Los rumores acerca de sus constantes llantos y cambios repentinos de humor se extendieron. Que era presa de una depresión profunda, que nunca había logrado superar el alcoholismo. La única verdad era que el genio de la comedia vivía un infierno interior. Muy entrada la mañana del 11 de agosto de 2014, su asistente, Rebecca Erwin Spencer, extrañada porque no se levantaba, golpeó su puerta con insistencia. Cuando forzó la chapa con un clip y abrió, se encontró a Williams ahorcado con su cinturón. Un suicidio.
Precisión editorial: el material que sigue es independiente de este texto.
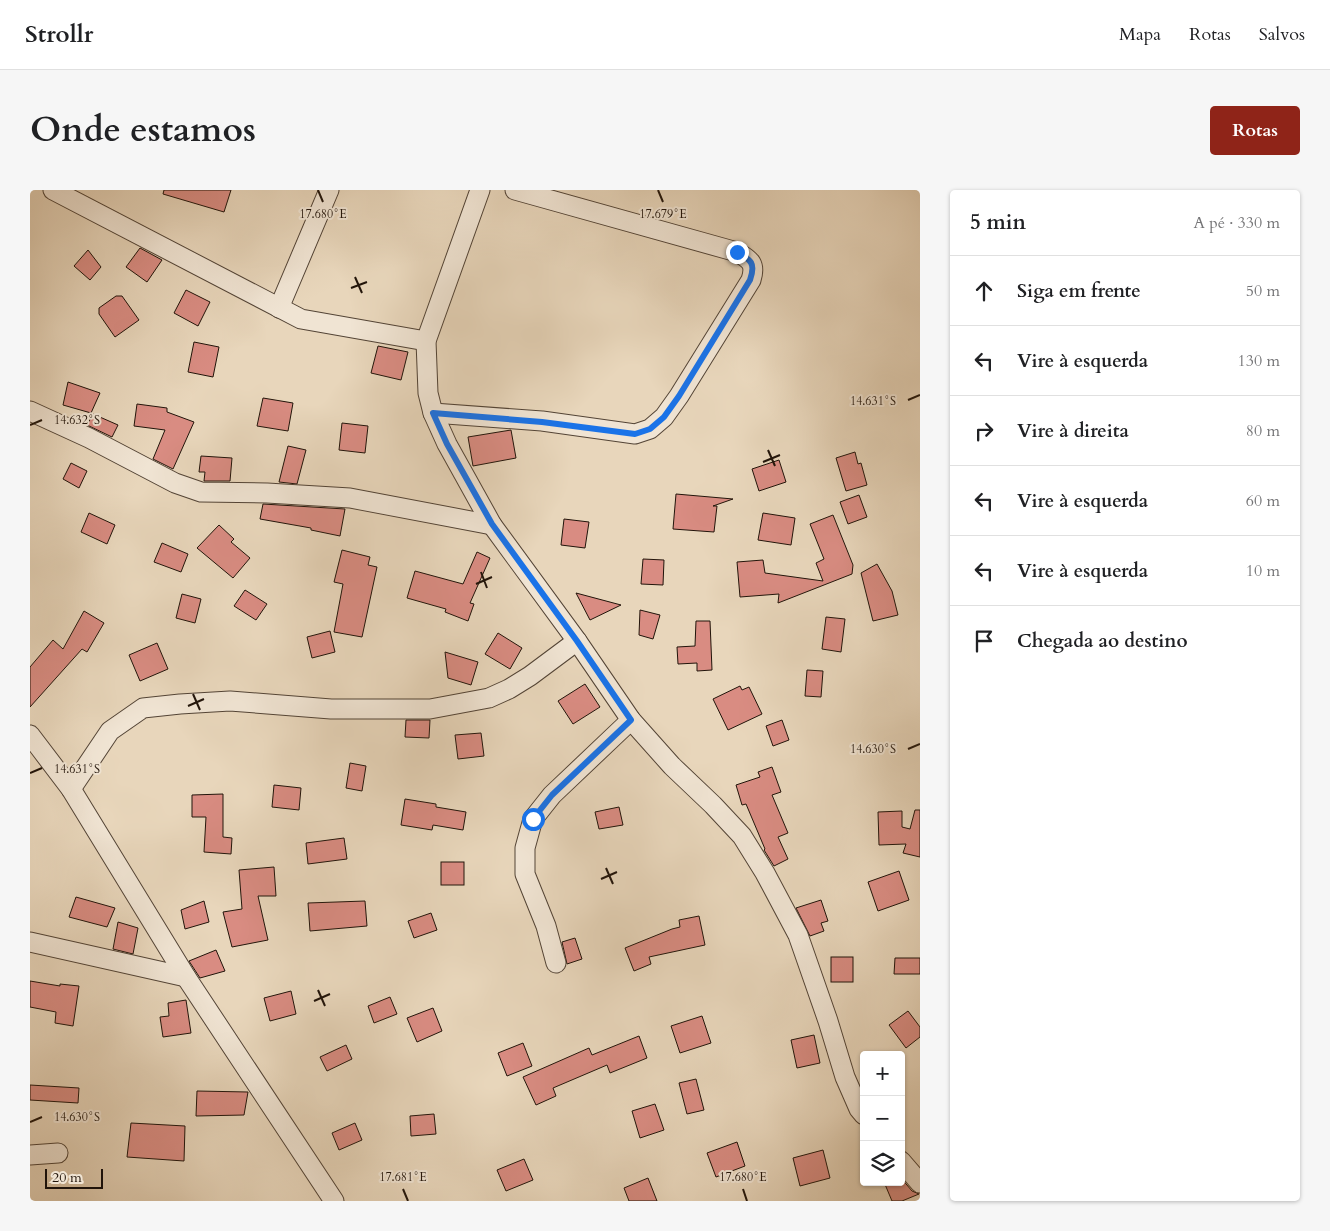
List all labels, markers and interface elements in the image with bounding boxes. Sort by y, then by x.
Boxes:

Itzkoff , periodista cultural de The New York Times, hizo una investigación exhaustiva, casi devota, para escribir la biografía póstuma. Sostuvo largas conversaciones con Susan Schneider, la tercera y resignada esposa de Williams, quien al final soportó sus crisis de paranoia, las constantes alucinaciones y el insomnio que los condenó a pasar las noches en habitaciones separadas. “Nunca sabré la verdadera profundidad de su sufrimiento o cuán dura fue su lucha. Pero estoy segura de que vi al hombre más valiente del mundo interpretando el papel más difícil de su vida”, dijo la artista plástica, quien quedó viuda a los 50 años sin tener claridad acerca de la enfermedad de su marido. Según relató, Robin estaba limpio y sobrio: “De alguna manera, rociamos esos meses de verano con felicidad, alegría y las cosas simples que amábamos: comidas y celebraciones de cumpleaños con la familia y amigos, meditar juntos, masajes y películas; pero, por encima de todo, simplemente coger la mano del otro”. Solo tres meses después, la autopsia reveló que su desbarajuste físico y emocional era provocado por una enfermedad neurodegenerativa llamada demencia con cuerpos de Lewy, que afecta la memoria y las habilidades motoras.

Itzkoff, quien conoció a Williams en 2009 durante su gira del stand up Weapons of Self Destruction, describió su vida en 544 páginas, cuidándose de caer en un tono lastimero. Ahí están presentes sus constantes viajes de infancia, la ausencia de su madre y la herencia alcohólica del padre. También la decisión de irse a vivir a Los Ángeles en la década de los setenta, en donde encontró el camino de la comedia que transitó con sus voces, improvisaciones y acentos, pero también con drogas. Se ven reflejados sus ángulos: el ganador de un Grammy y de un Óscar; un tipo triste y costosamente divorciado, frente a un reincidente feliz; el macho demandado por herpes y operado a corazón abierto…

Como dijo alguna vez David Letterman, era como un hombre dentro de un hombre, y eso se puede leer en Robin. “Es el retrato de un ser de gran talento, que intentó construir su vida y su carrera mientras era abatido por una cacofonía contradictoria de voces e impulsos”, comentó la comediante y escritora Merrill Markoe en The Washington Post. Una buena síntesis.